____ Data provided

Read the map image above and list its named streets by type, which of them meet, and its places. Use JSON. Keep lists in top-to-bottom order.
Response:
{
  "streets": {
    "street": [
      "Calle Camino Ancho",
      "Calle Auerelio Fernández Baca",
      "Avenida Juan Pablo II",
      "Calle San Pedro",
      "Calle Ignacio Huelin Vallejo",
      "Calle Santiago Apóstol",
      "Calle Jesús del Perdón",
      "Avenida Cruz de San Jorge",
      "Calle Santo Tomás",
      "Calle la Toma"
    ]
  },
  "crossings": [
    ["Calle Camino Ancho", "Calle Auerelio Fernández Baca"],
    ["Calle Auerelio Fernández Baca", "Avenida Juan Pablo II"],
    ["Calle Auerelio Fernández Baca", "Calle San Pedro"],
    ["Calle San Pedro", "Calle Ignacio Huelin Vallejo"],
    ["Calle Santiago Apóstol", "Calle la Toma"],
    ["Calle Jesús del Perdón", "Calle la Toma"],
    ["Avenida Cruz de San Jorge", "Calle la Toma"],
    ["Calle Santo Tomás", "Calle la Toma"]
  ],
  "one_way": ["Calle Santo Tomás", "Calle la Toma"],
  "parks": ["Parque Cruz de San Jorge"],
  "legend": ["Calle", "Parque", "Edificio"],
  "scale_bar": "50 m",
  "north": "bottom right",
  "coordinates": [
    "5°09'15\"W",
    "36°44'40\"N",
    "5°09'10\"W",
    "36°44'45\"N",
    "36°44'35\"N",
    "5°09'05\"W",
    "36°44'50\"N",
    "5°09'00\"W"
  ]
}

________

[Task details]: Where a line of the entries above holds the word "streets", return that line.

[Problem solution]:
Read the map image above and list its named streets by type, which of them meet, and its places. Use JSON. Keep lists in top-to-bottom order.
  "streets": {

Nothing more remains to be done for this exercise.